_PROBLEM DETAILS_
Working from the records below, repeat exactly the lines starting at the line that contains "flex:1; height:80px; border-radius:28px;" and ending at the line that contains "display:flex; gap:38px; margin-inline-start:auto;", inclusive.

_EXTRACTED RECORDS_
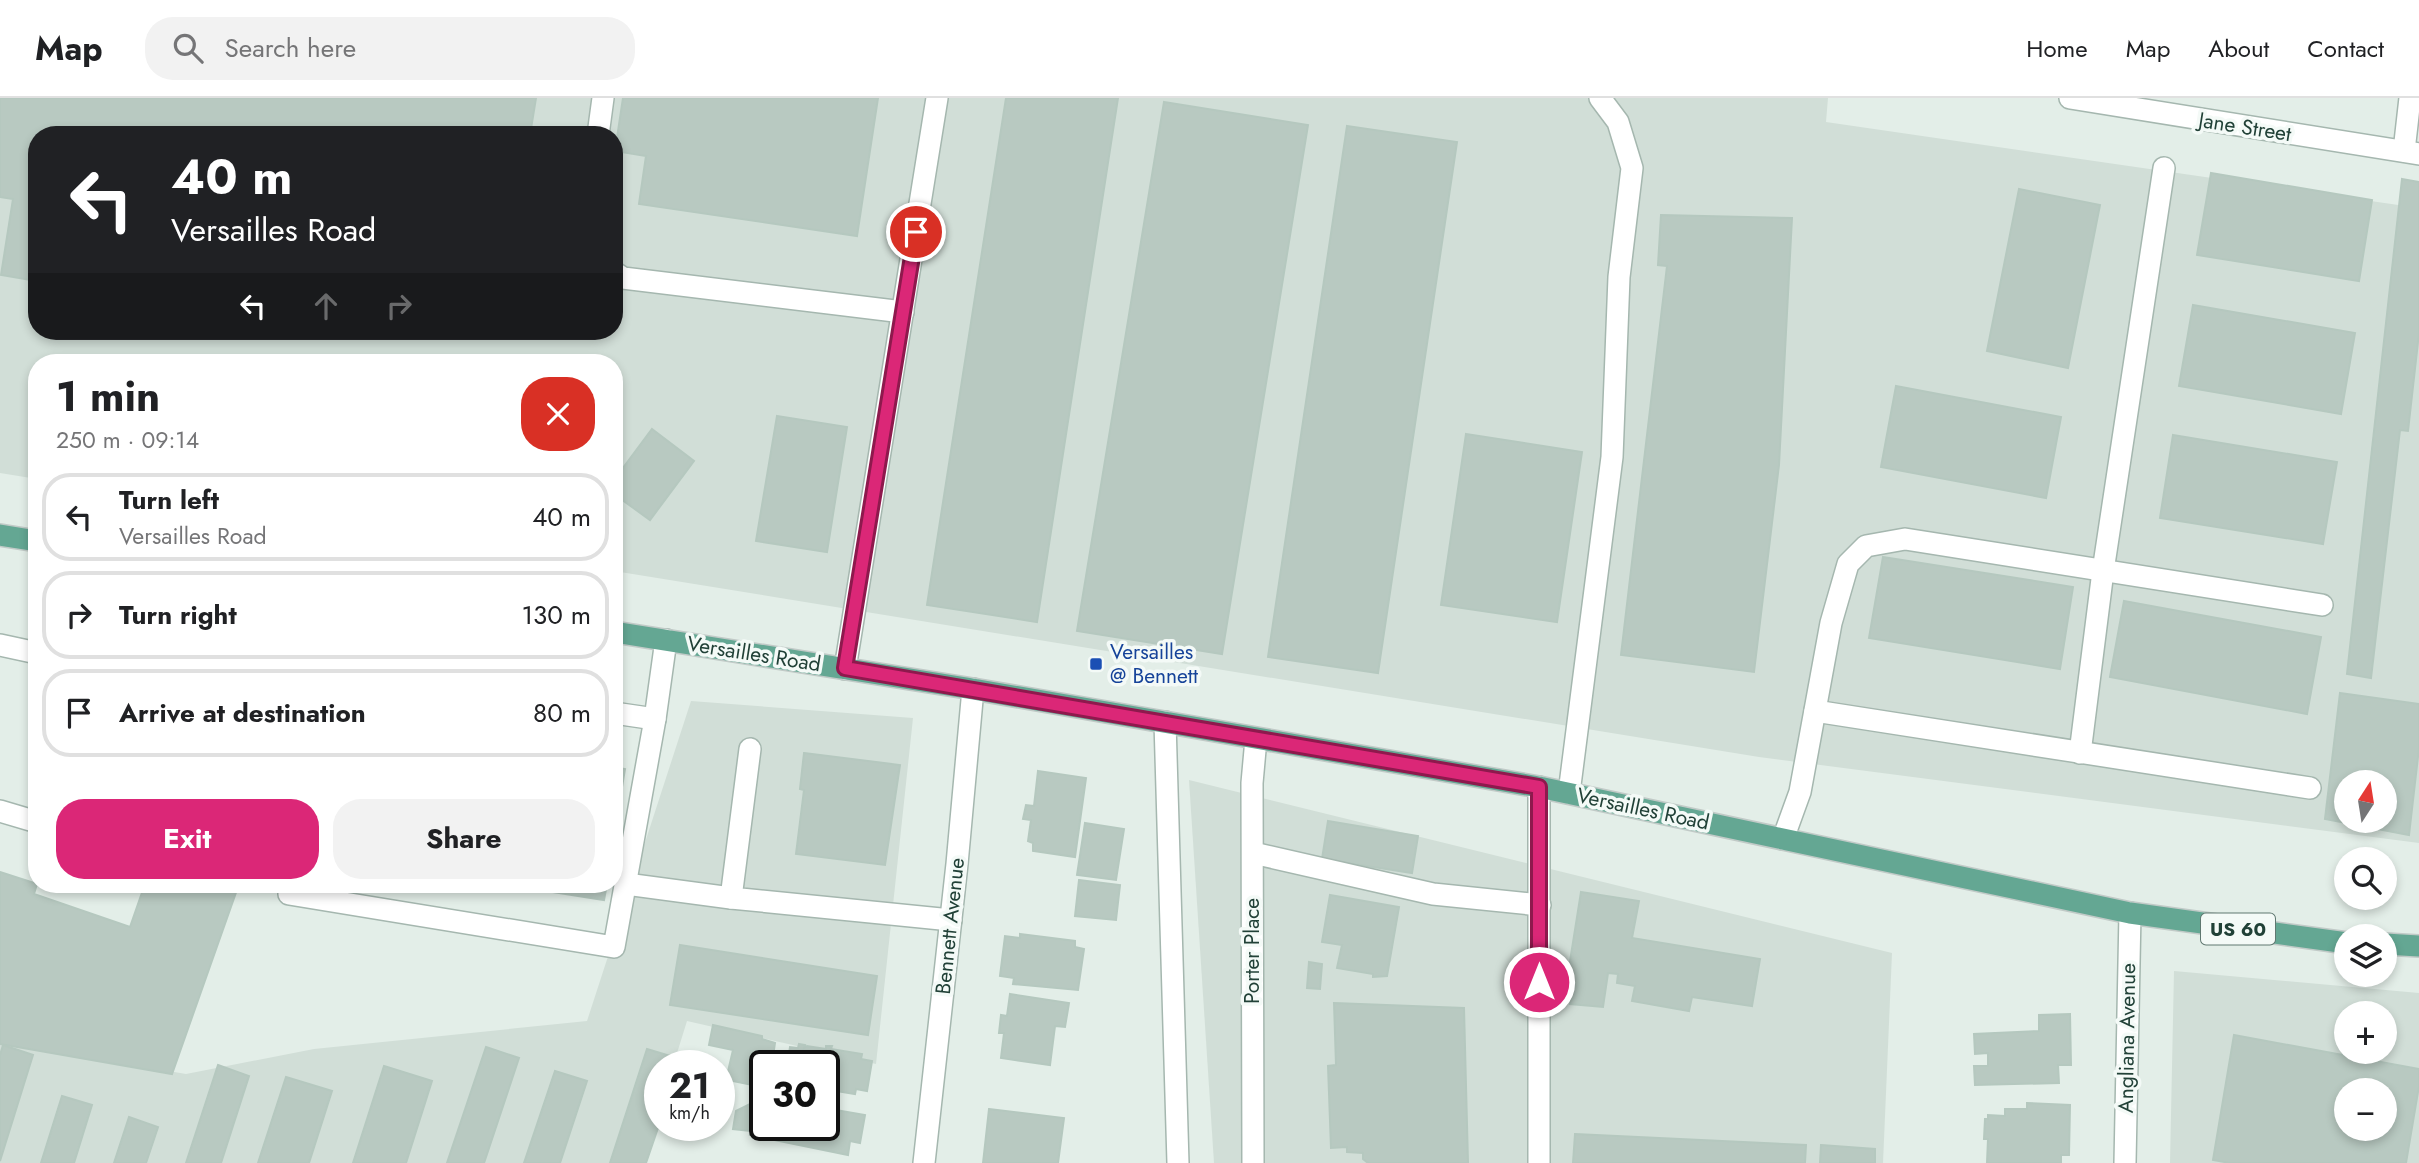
<!DOCTYPE html>
<html lang="en">
<head>
<meta charset="utf-8">
<style>
	:root { --surface:#fff; --page:#f2f2f2; --text:#202124; --muted:#757577; --line:#e0e0e0; --accent:#db2777 }
	body { margin:0; font-family:Jost,sans-serif; background:var(--page); color:var(--text); height:100vh; display:flex; flex-direction:column; font-size:26px; white-space:nowrap }
	* { box-sizing:border-box; margin:0 }
	p { font-size:23px; color:var(--muted) }
	.icon { flex:none; width:38px; height:38px; fill:none; stroke:currentColor; stroke-width:2; stroke-linecap:round; stroke-linejoin:round }
	.map { position:relative; flex:1; overflow:hidden }
	.sheet { position:absolute; left:28px; top:256px; width:595px; height:539px; display:flex; flex-direction:column; background:var(--surface); border-radius:28px; box-shadow:0 4px 10px #0003 }
	.sheet>* { flex:none }
	.top-card { position:absolute; left:28px; top:28px; width:595px; height:214px; border-radius:28px; box-shadow:0 4px 10px #0003; background:#202124; color:#fff; overflow:hidden }
	.needle { width:46px; rotate:12deg }
	.fabs { position:absolute; left:2334px; top:672px; display:grid; gap:14px }
	.fabs a { display:grid; place-items:center; width:63px; height:63px; border-radius:50%; background:var(--surface); box-shadow:0 4px 10px #0003; font-size:35px }
	.speed { position:absolute; left:644px; top:952px; display:flex; gap:14px; font-size:35px; font-weight:700; text-align:center }
	.speed>* { display:grid; place-content:center; width:91px; height:91px; border-radius:50%; background:var(--surface); box-shadow:0 4px 10px #0003; line-height:1 }
	.speed small { font-size:18px; font-weight:400 }
	.speed .limit { border:4px solid #111; border-radius:10px; background:#fff; color:#111 }
	.pin { position:absolute; display:grid; place-items:center; width:60px; height:60px; color:#fff; margin:-30px; border:4px solid #fff; border-radius:50%; box-shadow:0 2px 7px #0007 }
	.me { position:absolute; width:77px; margin:-38px; rotate:0deg; stroke-linejoin:round; filter:drop-shadow(0 0 5px #0008) }
	.turn { display:flex; align-items:center; gap:24px; height:147px; padding:0 28px; font-size:32px }
	.turn .icon { width:91px; height:91px; stroke-width:2.5 }
	.turn b { display:block; font-size:49px; line-height:60px }
	.lanes { display:flex; align-items:center; height:66px; padding:0 28px; background:#0003; justify-content:center; gap:35px; direction:ltr }
	.lanes .off { opacity:.35 }
	.round { display:grid; place-items:center; flex:none; width:74px; height:74px; border-radius:28px; background:var(--page) }
	.overview { display:flex; align-items:center; justify-content:space-between; height:119px; padding:0 28px }
	h1 { font-size:42px; font-weight:700; line-height:52px }
	.cta { display:flex; gap:14px; margin-top:auto; padding:14px 28px }
	.cta a { flex:1; height:80px; border-radius:28px; background:var(--accent); color:#fff; font-size:28px; font-weight:700; line-height:80px; text-align:center }
	.cta a+a { background:var(--page); color:var(--text) }
	ul { padding:0; list-style:none }
	li { display:flex; align-items:center; gap:21px; height:88px; margin:0 14px 10px; padding:0 14px; border:4px solid var(--line); border-radius:28px }
	li div { flex:1 }
	li b { display:block; font-size:26px }
	li em { font-style:normal }
	header { display:flex; align-items:center; gap:42px; box-sizing:border-box; height:98px; padding:0 35px; background:var(--surface); border-bottom:2px solid var(--line) }
	header strong { font-size:33px }
	nav { display:flex; gap:38px; margin-inline-start:auto; font-size:24px }
	.search { width:490px; height:63px; background:var(--page); display:flex; align-items:center; gap:18px; box-sizing:border-box; padding:0 24px; border-radius:28px; color:var(--muted); font-size:26px }
	.map>svg:first-child { display:block }
	.built { fill:#d1ded7; fill-rule:evenodd }
	.building { fill:#b8c9c1; stroke:#b5c8bf; stroke-width:2; fill-rule:evenodd }
	.lines { fill:none; stroke-linecap:round; stroke-linejoin:round }
	.lane-casing { stroke:#a5b7af; stroke-width:24 }
	.street-casing { stroke:#a5b7af; stroke-width:24 }
	.primary-casing { stroke:#c1cac7; stroke-width:24 }
	.lane { stroke:#fff; stroke-width:21 }
	.street { stroke:#fff; stroke-width:21 }
	.primary { stroke:#64a793; stroke-width:21 }
	.route-casing { stroke:#8e194d; stroke-width:18 }
	.route { stroke:#db2777; stroke-width:12 }
	.transit-dot { fill:#1a4fb4; stroke:#f4faf7; stroke-width:2.5 }
	.labels { text-anchor:middle; dominant-baseline:central; stroke-width:7; stroke-linejoin:round; paint-order:stroke }
	.shield { fill:#f4faf7; stroke:#607871; stroke-width:2 }
	.shield-label { font-size:19px; font-weight:bold; fill:#214137 }
	.street-label { font-size:21px; fill:#214137; stroke:#f4faf7 }
	.transit-label { font-size:21px; fill:#164399; stroke:#f4faf7; text-anchor:start }
</style>
</head>
<body>
<header>
<strong>Map</strong>
<div class="search"><svg class="icon" aria-label="search" viewBox="0 0 24 24"><circle cx="10" cy="10" r="6"/><path d="M15 15l6 6"/></svg>Search here</div>
<nav><a>Home</a><a>Map</a><a>About</a><a>Contact</a></nav>
</header>
<div class="map">
<svg width="2419" height="1065" viewBox="0 0 2419 1065">
	<rect width="100%" height="100%" fill="#e3eee8"/>
	<g class="built">
		<path d="M0,0H1828L1826,24L2419,110V745L1759,659L614,473V264H37V381L0,375ZM37,37H614V233H37ZM2347,684H2385V723H2347Z"/>
		<polygon points="691,603 913,620 876,966 687,923 673,968 660,968 642,1065 0,1065 0,944 186,976 314,951 587,923"/>
		<polygon points="1189,682 1892,855 1883,1065 1214,1065"/>
		<path d="M2174,873L2419,895V1065H2170ZM2347,915H2385V954H2347ZM2347,992H2385V1031H2347Z"/>
	</g>
	<g class="building">
		<polygon points="0,0 536,0 530,37 37,37 37,183 1,177 13,101 0,99"/>
		<polygon points="623,0 878,0 857,138 639,106 646,58 615,53"/>
		<polygon points="1006,0 1118,0 1037,524 927,507"/>
		<polygon points="1164,4 1308,27 1222,556 1077,533"/>
		<polygon points="1347,28 1457,44 1378,575 1268,559"/>
		<polygon points="2211,75 2372,102 2359,183 2197,157"/>
		<polygon points="2402,81 2419,84 2419,235 2408,333 2400,332 2371,580 2347,576"/>
		<polygon points="2019,91 2100,107 2068,270 1987,253"/>
		<polygon points="1661,117 1792,120 1779,367 1754,574 1621,557 1667,168 1658,167"/>
		<polygon points="2193,207 2355,235 2341,316 2179,288"/>
		<polygon points="1896,288 2061,319 2046,400 1881,369"/>
		<polygon points="777,318 847,329 827,454 756,443"/>
		<polygon points="652,331 694,363 650,422 614,396 614,382"/>
		<polygon points="1466,336 1582,354 1557,524 1441,507"/>
		<polygon points="2173,337 2337,364 2323,446 2160,420"/>
		<polygon points="1883,459 2073,489 2060,571 1869,540"/>
		<polygon points="2124,503 2321,539 2307,616 2110,579"/>
		<path d="M2340,595L2419,606V650L2409,737L2325,721ZM2347,684H2385V723H2347Z"/>
		<polygon points="804,655 900,667 885,767 796,756 804,692 800,691"/>
		<polygon points="614,669 625,671 614,737"/>
		<polygon points="1038,673 1086,680 1075,759 1033,753 1033,745 1028,743 1031,722 1023,721 1026,707 1034,708"/>
		<polygon points="1328,723 1418,738 1412,775 1322,761"/>
		<polygon points="1085,725 1124,731 1116,782 1077,777"/>
		<polygon points="0,774 37,786 34,796 130,829 145,786 239,786 172,976 0,946"/>
		<polygon points="1079,782 1120,787 1116,822 1075,818"/>
		<polygon points="502,786 607,786 604,802"/>
		<polygon points="1581,794 1639,803 1632,840 1760,861 1752,908 1692,899 1689,913 1632,903 1635,888 1617,885 1618,876 1608,875 1603,909 1570,906 1573,877 1568,876"/>
		<polygon points="1330,797 1399,809 1387,878 1373,879 1373,876 1337,870 1342,847 1322,844"/>
		<polygon points="1020,836 1075,843 1075,849 1084,851 1078,892 1013,886 1014,880 1000,878 1005,838 1020,840"/>
		<polygon points="680,847 877,878 868,937 670,907"/>
		<polygon points="1309,864 1322,866 1320,891 1307,890"/>
		<polygon points="1010,896 1069,905 1065,929 1055,928 1050,967 1001,960 1004,935 999,935 1001,917 1007,918"/>
		<polygon points="1334,905 1464,910 1468,1065 1368,1065 1363,1061 1363,1055 1347,1054 1347,1049 1331,1050 1328,968 1336,967"/>
		<polygon points="2070,916 2071,967 2058,967 2059,985 1975,987 1974,968 1988,968 1988,955 1975,956 1974,936 2039,933 2039,917"/>
		<polygon points="713,927 762,938 762,941 775,945 773,958 759,955 753,987 728,982 721,1012 719,1012 719,981 726,982 733,952 709,947"/>
		<path d="M2234,937L2419,971V988L2406,1065H2230L2213,1062ZM2347,992H2385V1031H2347Z"/>
		<polygon points="799,946 805,947 804,950 807,948 826,951 826,948 832,948 831,951 862,956 861,961 872,963 867,993 856,991 855,996 824,991 824,968 787,968 790,949 798,950"/>
		<polygon points="3,947 33,957 0,1063 0,957"/>
		<polygon points="486,949 519,960 484,1065 447,1065"/>
		<polygon points="647,951 680,961 678,968 660,968 660,1024 646,1065 610,1065"/>
		<polygon points="218,967 249,978 221,1065 186,1065"/>
		<polygon points="384,968 432,983 406,1065 353,1065"/>
		<polygon points="555,973 587,983 560,1065 524,1065"/>
		<polygon points="286,979 332,993 309,1065 258,1065"/>
		<polygon points="62,998 92,1007 74,1065 41,1065"/>
		<polygon points="754,1004 765,1006 765,1027 824,1027 824,1010 865,1017 860,1045 850,1043 848,1057 750,1037 751,1033 733,1031 736,1013"/>
		<polygon points="2027,1005 2070,1007 2069,1057 2061,1057 2061,1065 1987,1065 1988,1041 1984,1041 1985,1021 1988,1021 1988,1017 2005,1018 2005,1011 2027,1011"/>
		<polygon points="989,1011 1064,1020 1058,1065 983,1065"/>
		<polygon points="129,1019 158,1029 146,1065 114,1065"/>
		<polygon points="1575,1036 1806,1047 1805,1065 1573,1065"/>
		<polygon points="1821,1047 1875,1051 1875,1065 1820,1065"/>
	</g>
	<g class="lines">
		<g class="lane-casing">
			<g id="lane">
				<polyline points="598,37 603,0"/>
				<polyline points="2404,53 2410,0"/>
				<polyline points="614,174 623,180 903,214"/>
				<polyline points="0,547 37,555"/>
				<polyline points="845,571 937,0"/>
				<polyline points="1815,613 2310,690"/>
				<polyline points="614,615 655,621 666,542"/>
				<polyline points="1165,624 1178,1065"/>
				<polyline points="750,651 731,800 951,822"/>
				<polyline points="2080,655 2103,473 2164,70"/>
				<polyline points="1569,695 1612,359 1619,179 1632,70 1618,24 1600,0"/>
				<polyline points="0,713 37,724"/>
				<polyline points="1783,741 1800,694 1831,525 1848,466 1866,448 1905,441 2322,507"/>
				<polyline points="1253,755 1433,796 1540,807"/>
				<polyline points="626,786 731,800"/>
				<polyline points="289,796 614,849 655,621"/>
			</g>
		</g>
		<g class="street-casing">
			<g id="street">
				<polyline points="2070,0 2419,56"/>
				<polyline points="924,1065 957,766 973,591"/>
				<polyline points="1253,1065 1252,685 1256,641"/>
				<polyline points="1539,1065 1539,689"/>
				<polyline points="2125,1065 2130,815"/>
			</g>
		</g>
		<g class="primary-casing">
			<g id="primary">
				<polyline points="0,437 37,443"/>
				<polyline points="614,534 973,591 1539,689 2130,815 2347,845"/>
				<polyline points="2385,846 2419,848"/>
			</g>
		</g>
		<use href="#lane" class="lane"/>
		<use href="#street" class="street"/>
		<use href="#primary" class="primary"/>
	</g>
	<g class="lines">
		<g class="route-casing">
			<polyline id="route" points="916,134 845,570 1539,689 1539,884"/>
		</g>
		<use href="#route" class="route"/>
	</g>
	<rect class="transit-dot" x="1089" y="559" width="14" height="14" rx="3.5"/>
	<g class="labels">
		<rect class="shield" x="2201" y="815.5" width="74" height="31" rx="5"/>
		<g class="shield-label">
			<text x="2238" y="831">US 60</text>
		</g>
		<g class="street-label">
			<text transform="translate(2245 29) rotate(9)">Jane Street</text>
			<text transform="translate(754 556) rotate(9)">Versailles Road</text>
			<text transform="translate(1643 711) rotate(12)">Versailles Road</text>
			<text transform="translate(950 828) rotate(-84)">Bennett Avenue</text>
			<text transform="translate(1252 853) rotate(-90)">Porter Place</text>
			<text transform="translate(2127 940) rotate(-89)">Angliana Avenue</text>
		</g>
		<g class="transit-label">
			<text x="1110" y="554">Versailles<tspan x="1110" dy="24">@ Bennett</tspan></text>
		</g>
	</g>
</svg>
<div class="fabs">
<a><svg class="needle" viewBox="-14 -14 28 28"><path d="M0-13l5 13h-10z" fill="#e53935"/><path d="M0 13l5-13h-10z" fill="#757577"/></svg></a>
<a><svg class="icon" aria-label="search" viewBox="0 0 24 24"><circle cx="10" cy="10" r="6"/><path d="M15 15l6 6"/></svg></a>
<a><svg class="icon" aria-label="layers" viewBox="0 0 24 24"><path d="M12 4l9 5-9 5-9-5zM3 14l9 5 9-5"/></svg></a>
<a>+</a>
<a>−</a>
</div>
<div class="speed"><div>21<small>km/h</small></div><div class="limit">30</div></div>
<div class="pin" style="left:916px;top:134px;background:#d93025"><svg class="icon" aria-label="arrive" viewBox="0 0 24 24"><path d="M6 21V4h12l-3 4 3 4H6"/></svg></div>
<svg class="me" style="left:1539px;top:884px" viewBox="-20 -20 40 40"><circle r="17" fill="#db2777" stroke="#fff" stroke-width="3"/><path d="M0-11L8 9 0 5-8 9z" fill="#fff"/></svg>
<div class="top-card">
<div class="turn"><svg class="icon" aria-label="left" viewBox="0 0 24 24"><path d="M17 20v-9H6M10 6l-5 5 5 5"/></svg><div><b>40 m</b>Versailles Road</div></div>
<div class="lanes"><svg class="icon" aria-label="left" viewBox="0 0 24 24"><path d="M17 20v-9H6M10 6l-5 5 5 5"/></svg><svg class="icon off" aria-label="ahead" viewBox="0 0 24 24"><path d="M12 20V5M6 11l6-6 6 6"/></svg><svg class="icon off" aria-label="right" viewBox="0 0 24 24"><path d="M7 20v-9h11M14 6l5 5-5 5"/></svg></div>
</div>
<section class="sheet">
<div class="overview"><div><h1>1 min</h1><p>250 m · 09:14</p></div><a class="round" style="background:#d93025;color:#fff"><svg class="icon" aria-label="close" viewBox="0 0 24 24"><path d="M6 6l12 12M18 6L6 18"/></svg></a></div>
<ul>
<li><svg class="icon" aria-label="left" viewBox="0 0 24 24"><path d="M17 20v-9H6M10 6l-5 5 5 5"/></svg><div><b>Turn left</b><p>Versailles Road</p></div><em>40 m</em></li>
<li><svg class="icon" aria-label="right" viewBox="0 0 24 24"><path d="M7 20v-9h11M14 6l5 5-5 5"/></svg><div><b>Turn right</b></div><em>130 m</em></li>
<li><svg class="icon" aria-label="arrive" viewBox="0 0 24 24"><path d="M6 21V4h12l-3 4 3 4H6"/></svg><div><b>Arrive at destination</b></div><em>80 m</em></li>
</ul>
<div class="cta"><a>Exit</a><a>Share</a></div>
</section>
</div>
</body>
</html>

_TASK RESULT_
	.cta a { flex:1; height:80px; border-radius:28px; background:var(--accent); color:#fff; font-size:28px; font-weight:700; line-height:80px; text-align:center }
	.cta a+a { background:var(--page); color:var(--text) }
	ul { padding:0; list-style:none }
	li { display:flex; align-items:center; gap:21px; height:88px; margin:0 14px 10px; padding:0 14px; border:4px solid var(--line); border-radius:28px }
	li div { flex:1 }
	li b { display:block; font-size:26px }
	li em { font-style:normal }
	header { display:flex; align-items:center; gap:42px; box-sizing:border-box; height:98px; padding:0 35px; background:var(--surface); border-bottom:2px solid var(--line) }
	header strong { font-size:33px }
	nav { display:flex; gap:38px; margin-inline-start:auto; font-size:24px }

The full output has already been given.